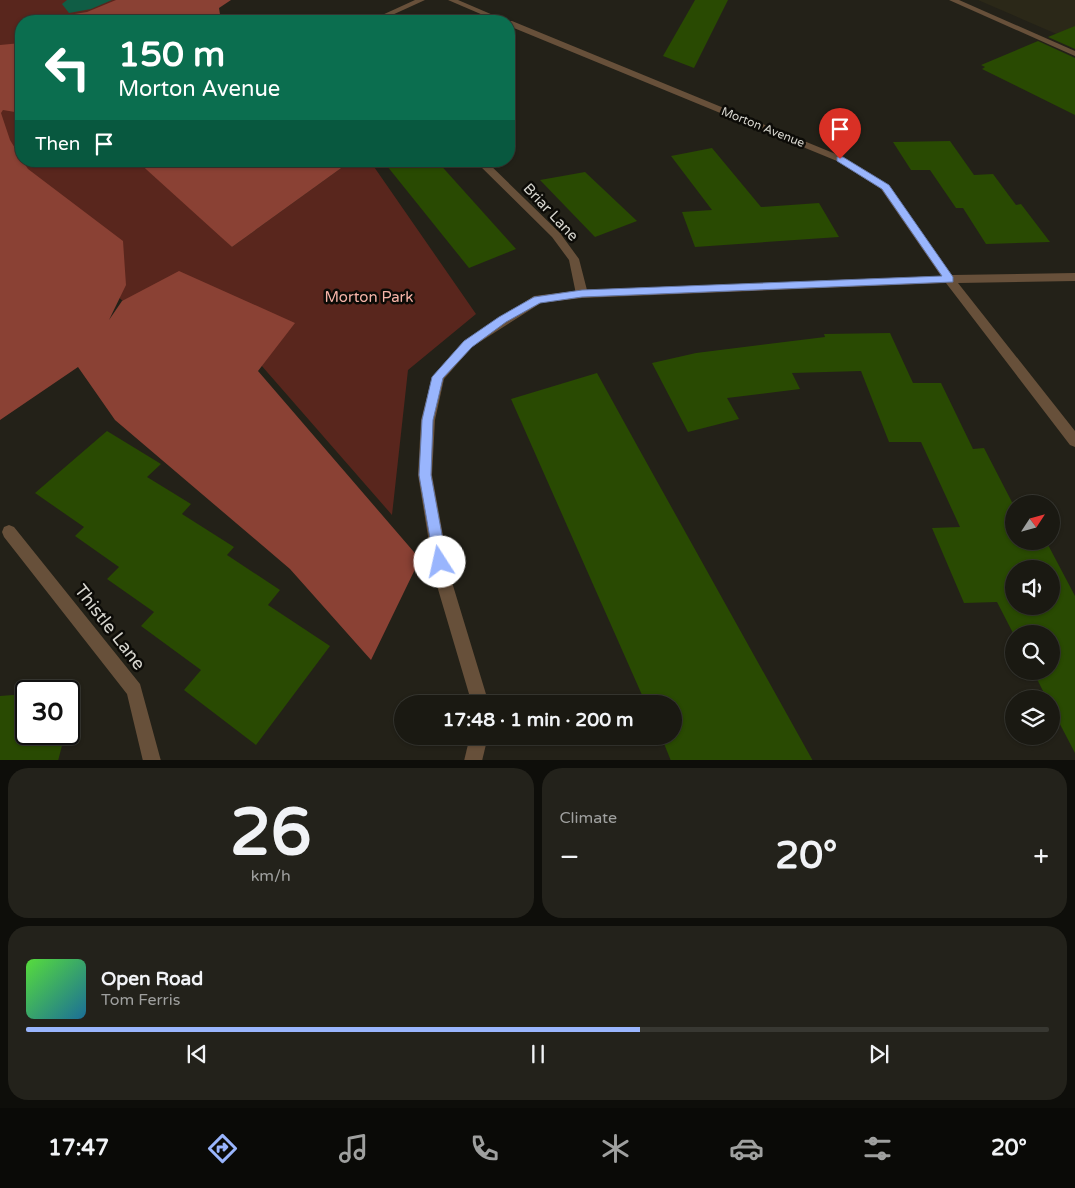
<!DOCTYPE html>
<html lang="en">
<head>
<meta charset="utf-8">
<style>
	body { margin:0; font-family:"Varela Round",sans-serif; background:#23221b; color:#f1f3f6; height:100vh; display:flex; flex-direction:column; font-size:19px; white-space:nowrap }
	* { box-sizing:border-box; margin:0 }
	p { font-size:16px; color:#9fa09f }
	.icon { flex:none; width:28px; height:28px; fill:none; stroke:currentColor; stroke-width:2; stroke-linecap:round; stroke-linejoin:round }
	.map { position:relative; height:760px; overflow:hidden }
	.side { display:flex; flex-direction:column; gap:8px; padding:8px; background:#0e0e0a; flex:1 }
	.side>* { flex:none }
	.hud { position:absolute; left:15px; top:15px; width:500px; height:152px; border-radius:20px; box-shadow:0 1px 4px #0004,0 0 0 1px #383832; background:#0b6e4f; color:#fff; overflow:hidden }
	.needle { width:32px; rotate:54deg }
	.controls { position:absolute; left:1005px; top:495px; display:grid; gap:10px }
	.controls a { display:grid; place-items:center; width:55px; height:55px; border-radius:50%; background:#1a1912; box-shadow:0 1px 4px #0004,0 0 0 1px #383832; font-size:25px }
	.speed { position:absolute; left:15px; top:680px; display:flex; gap:10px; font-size:25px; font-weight:700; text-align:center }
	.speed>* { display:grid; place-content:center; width:65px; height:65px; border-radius:50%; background:#1a1912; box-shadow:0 1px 4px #0004,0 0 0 1px #383832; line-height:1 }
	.speed .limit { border:2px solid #111; border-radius:8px; background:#fff; color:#111 }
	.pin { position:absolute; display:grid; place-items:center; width:42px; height:42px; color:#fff; margin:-51px -21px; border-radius:50% 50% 50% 0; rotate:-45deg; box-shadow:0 0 5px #0007 }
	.pin .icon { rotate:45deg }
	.me { position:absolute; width:55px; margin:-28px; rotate:350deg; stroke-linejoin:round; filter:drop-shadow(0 0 4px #0008) }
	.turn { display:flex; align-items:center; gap:18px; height:105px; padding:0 20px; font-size:22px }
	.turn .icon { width:65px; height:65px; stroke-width:2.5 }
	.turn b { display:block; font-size:35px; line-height:42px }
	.then { display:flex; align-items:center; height:48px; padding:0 20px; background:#0003; gap:10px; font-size:19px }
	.big { font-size:38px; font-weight:800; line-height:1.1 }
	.side .widget { flex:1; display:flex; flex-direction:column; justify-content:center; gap:8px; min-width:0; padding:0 18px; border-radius:20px; background:#23221b }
	.side .dial { align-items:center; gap:0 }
	.dial b { font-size:65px; line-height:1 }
	.song { display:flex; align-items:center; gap:15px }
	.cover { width:60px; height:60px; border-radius:8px; background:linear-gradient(135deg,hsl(110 70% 55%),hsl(200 70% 35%)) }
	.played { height:5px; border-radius:2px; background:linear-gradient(90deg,#99b5fd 60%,#383832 60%) }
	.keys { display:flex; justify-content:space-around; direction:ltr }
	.heat { display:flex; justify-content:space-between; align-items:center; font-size:28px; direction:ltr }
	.side .tiles { flex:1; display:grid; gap:8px; grid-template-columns:1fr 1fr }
	.widget:last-child { grid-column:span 2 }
	.trip { position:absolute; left:394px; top:695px; width:288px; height:50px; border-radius:25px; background:#1a1912; box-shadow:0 1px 4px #0004,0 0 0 1px #383832; font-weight:800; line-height:50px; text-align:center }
	.tabs { display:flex; height:80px; justify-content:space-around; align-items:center; background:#0a0a07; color:#9fa09f }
	.tabs .icon { width:35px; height:35px }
	.tabs .selected { color:#99b5fd }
	.tabs b { font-size:22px; color:#f1f3f6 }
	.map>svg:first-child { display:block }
	.built { fill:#2b2818 }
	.green { fill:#59261d }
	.forest { fill:#8a4134 }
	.water { fill:#105d45 }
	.building { fill:#294a02; fill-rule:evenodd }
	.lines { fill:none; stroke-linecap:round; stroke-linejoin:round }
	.service { fill:#67503a; fill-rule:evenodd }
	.minor { fill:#67503a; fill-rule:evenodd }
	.route { fill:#99b5fd; stroke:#6376a4 }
	.labels { text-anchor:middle; stroke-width:5; stroke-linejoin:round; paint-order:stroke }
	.far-street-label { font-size:12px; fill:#d6d5ce; stroke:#0c0b07 }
	.street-label { font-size:15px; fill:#d6d5ce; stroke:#0c0b07 }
	.park-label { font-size:15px; fill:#f6b4a8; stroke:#0c0b07 }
	.near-street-label { font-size:18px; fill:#d6d5ce; stroke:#0c0b07 }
</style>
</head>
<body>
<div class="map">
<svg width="1075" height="761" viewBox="0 0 1075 761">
	<rect width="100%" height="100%" fill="#232118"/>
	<path class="built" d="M 978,0 L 1075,0 L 1075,42 Z"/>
	<g class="green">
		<path d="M 0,0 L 147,0 L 87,21 L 21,21 L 21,45 L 0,52 Z"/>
		<path d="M 21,104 L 21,161 L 137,161 L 202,216 L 232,247 L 351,161 L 370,161 L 476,314 L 408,370 L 392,515 L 261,365 L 147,323 L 114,293 L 0,143 L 0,111 Z"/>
	</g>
	<g class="forest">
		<path d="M 116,0 L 231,0 L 219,8 L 221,21 L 53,21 L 62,16 L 87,12 Z"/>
		<path d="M 21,43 L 21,113 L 3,110 L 1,113 L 10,140 L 21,158 L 21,161 L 23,161 L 28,169 L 123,241 L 126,285 L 109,320 L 122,301 L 179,271 L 295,323 L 258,371 L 420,559 L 371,660 L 290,569 L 115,420 L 78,367 L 0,420 L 0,45 Z"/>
		<path d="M 137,161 L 351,161 L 232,247 Z"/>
	</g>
	<path class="water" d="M 67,0 L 112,0 L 91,9 L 69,13 L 62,4 Z"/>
	<g class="building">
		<path d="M 695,0 L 728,0 L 694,68 L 663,56 Z"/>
		<path d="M 1075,26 L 1075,49 L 1048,37 Z"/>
		<path d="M 1038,41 L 1075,58 L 1075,115 L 982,69 L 985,67 L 981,65 Z"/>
		<path d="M 950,141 L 974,175 L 993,174 L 1016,205 L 1021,204 L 1050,242 L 986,244 L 963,208 L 956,208 L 930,170 L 911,170 L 893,142 Z"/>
		<path d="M 712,148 L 761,207 L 819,203 L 839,237 L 695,247 L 682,212 L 712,210 L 671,156 Z"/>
		<path d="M 383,161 L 437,161 L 516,249 L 469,268 Z"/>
		<path d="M 585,172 L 637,221 L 595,237 L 540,180 Z"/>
		<path d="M 890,333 L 913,383 L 941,383 L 973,449 L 984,448 L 1014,506 L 1014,541 L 1046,541 L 1075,596 L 1075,753 L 1051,707 L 1051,699 L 1047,699 L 1033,671 L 1051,671 L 1051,634 L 1014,635 L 997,602 L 964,603 L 932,528 L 960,527 L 921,442 L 889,442 L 861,371 L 792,373 L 800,389 L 727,398 L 739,419 L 688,432 L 652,363 L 696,353 L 825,337 L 824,334 ZM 1014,569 L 1051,569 L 1051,606 L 1014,606 Z"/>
		<path d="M 597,373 L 639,449 L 813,761 L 671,761 L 661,736 L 672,736 L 672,704 L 646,704 L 511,399 Z"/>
		<path d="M 107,431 L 161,464 L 147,477 L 191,504 L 182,514 L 234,547 L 227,555 L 280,590 L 268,605 L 330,646 L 256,745 L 184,690 L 201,670 L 141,626 L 154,612 L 107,579 L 119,567 L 75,536 L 84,527 L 35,493 Z"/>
		<path d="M 26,694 L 26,734 L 65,734 L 58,761 L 0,761 L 0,696 Z"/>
	</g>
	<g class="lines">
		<g class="service">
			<path d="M 475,161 L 486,161 L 560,233 L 579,259 L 588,294 L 586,297 L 578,297 L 576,294 L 569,260 L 552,237 Z"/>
			<path d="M 9,525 L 14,527 L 140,684 L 161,761 L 143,761 L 127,694 L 4,537 L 2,532 L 4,527 Z"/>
		</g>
		<g class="minor">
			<path d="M 415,0 L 425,0 L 379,21 L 369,21 Z"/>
			<path d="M 448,0 L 458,0 L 507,21 L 497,21 Z"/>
			<path d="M 949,0 L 959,0 L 1075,51 L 1075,56 Z"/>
			<path d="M 507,21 L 512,21 L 843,157 L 888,185 L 934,251 L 952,275 L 1075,273 L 1075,281 L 958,283 L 1075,431 L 1075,447 L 1070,445 L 946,283 L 582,298 L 541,303 L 472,347 L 444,379 L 435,420 L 432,475 L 451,579 L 489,704 L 472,704 L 435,579 L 418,475 L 421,420 L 432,377 L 464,341 L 534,296 L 582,290 L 941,276 L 881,189 L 837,161 L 509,26 L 509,21 Z"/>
			<path d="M 470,736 L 488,736 L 482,761 L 464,761 Z"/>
		</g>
	</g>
	<path class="route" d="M 837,157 L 843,157 L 889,185 L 953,277 L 953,282 L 582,297 L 540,303 L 506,322 L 472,347 L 443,378 L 433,420 L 431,475 L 447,562 L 445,567 L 440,568 L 435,567 L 419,475 L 422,420 L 432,377 L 464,341 L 499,317 L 534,297 L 582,290 L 942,276 L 882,189 L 837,161 Z"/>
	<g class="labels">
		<g class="far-street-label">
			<text transform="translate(763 127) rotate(22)" y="4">Morton Avenue</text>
		</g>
		<g class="street-label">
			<text transform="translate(551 212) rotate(47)" y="5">Briar Lane</text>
		</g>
		<g class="park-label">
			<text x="369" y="302">Morton Park</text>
		</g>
		<g class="near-street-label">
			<text transform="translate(110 627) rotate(52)" y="6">Thistle Lane</text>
		</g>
	</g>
</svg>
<div class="controls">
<a><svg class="needle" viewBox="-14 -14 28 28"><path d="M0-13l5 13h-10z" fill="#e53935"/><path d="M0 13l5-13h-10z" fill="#9fa09f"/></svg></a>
<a><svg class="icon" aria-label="sound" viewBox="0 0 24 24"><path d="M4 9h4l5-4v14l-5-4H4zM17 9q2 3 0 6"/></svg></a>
<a><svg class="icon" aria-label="search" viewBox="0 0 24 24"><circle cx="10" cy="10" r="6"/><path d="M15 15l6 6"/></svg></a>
<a><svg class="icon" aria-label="layers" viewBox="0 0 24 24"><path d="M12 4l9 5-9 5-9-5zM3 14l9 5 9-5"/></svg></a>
</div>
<div class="speed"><div class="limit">30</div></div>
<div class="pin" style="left:840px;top:159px;background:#d93025"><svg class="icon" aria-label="arrive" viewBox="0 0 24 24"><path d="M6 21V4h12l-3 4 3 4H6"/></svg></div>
<svg class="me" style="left:440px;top:562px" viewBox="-20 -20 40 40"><circle r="19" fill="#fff"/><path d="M0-13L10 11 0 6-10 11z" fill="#99b5fd"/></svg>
<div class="trip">17:48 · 1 min · 200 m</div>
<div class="hud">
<div class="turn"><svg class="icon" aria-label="left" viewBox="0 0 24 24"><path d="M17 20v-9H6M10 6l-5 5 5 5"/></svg><div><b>150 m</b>Morton Avenue</div></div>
<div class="then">Then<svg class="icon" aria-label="arrive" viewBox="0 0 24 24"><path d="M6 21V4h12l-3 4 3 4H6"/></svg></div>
</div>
</div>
<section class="side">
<div class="tiles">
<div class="widget dial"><b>26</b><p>km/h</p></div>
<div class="widget"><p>Climate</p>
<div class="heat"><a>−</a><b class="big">20°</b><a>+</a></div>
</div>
<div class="widget">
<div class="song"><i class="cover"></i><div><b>Open Road</b><p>Tom Ferris</p></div></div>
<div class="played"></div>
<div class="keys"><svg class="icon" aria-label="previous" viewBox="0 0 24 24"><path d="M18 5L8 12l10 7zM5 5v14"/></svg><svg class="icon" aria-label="pause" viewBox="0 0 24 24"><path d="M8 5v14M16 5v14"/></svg><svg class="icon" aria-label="next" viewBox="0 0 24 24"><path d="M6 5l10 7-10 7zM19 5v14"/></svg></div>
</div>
</div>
</section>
<nav class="tabs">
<b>17:47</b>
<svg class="icon selected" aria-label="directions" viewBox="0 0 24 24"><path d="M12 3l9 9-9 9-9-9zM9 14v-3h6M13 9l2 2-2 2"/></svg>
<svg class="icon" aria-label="music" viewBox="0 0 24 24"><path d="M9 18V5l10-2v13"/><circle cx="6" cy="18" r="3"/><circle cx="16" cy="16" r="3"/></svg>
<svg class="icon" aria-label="phone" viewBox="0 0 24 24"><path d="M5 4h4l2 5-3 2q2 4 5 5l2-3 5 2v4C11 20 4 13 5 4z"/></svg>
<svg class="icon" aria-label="climate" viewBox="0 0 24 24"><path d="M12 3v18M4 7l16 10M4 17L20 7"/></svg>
<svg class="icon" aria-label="car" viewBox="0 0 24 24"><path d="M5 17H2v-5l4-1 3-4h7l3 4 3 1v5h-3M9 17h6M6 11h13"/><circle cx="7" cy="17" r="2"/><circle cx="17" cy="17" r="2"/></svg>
<svg class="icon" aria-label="filters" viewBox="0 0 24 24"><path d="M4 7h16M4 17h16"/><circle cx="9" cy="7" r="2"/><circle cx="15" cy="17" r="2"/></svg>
<b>20°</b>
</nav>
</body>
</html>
════════════════════
> Brief: Give an exact copy of the lines above from the line with "font-size:38px; font-weight:800; line-height:1.1" up to and including the line with "display:flex; justify-content:space-between; align-items:center;", and leave everything else out.

> Worked solution:
	.big { font-size:38px; font-weight:800; line-height:1.1 }
	.side .widget { flex:1; display:flex; flex-direction:column; justify-content:center; gap:8px; min-width:0; padding:0 18px; border-radius:20px; background:#23221b }
	.side .dial { align-items:center; gap:0 }
	.dial b { font-size:65px; line-height:1 }
	.song { display:flex; align-items:center; gap:15px }
	.cover { width:60px; height:60px; border-radius:8px; background:linear-gradient(135deg,hsl(110 70% 55%),hsl(200 70% 35%)) }
	.played { height:5px; border-radius:2px; background:linear-gradient(90deg,#99b5fd 60%,#383832 60%) }
	.keys { display:flex; justify-content:space-around; direction:ltr }
	.heat { display:flex; justify-content:space-between; align-items:center; font-size:28px; direction:ltr }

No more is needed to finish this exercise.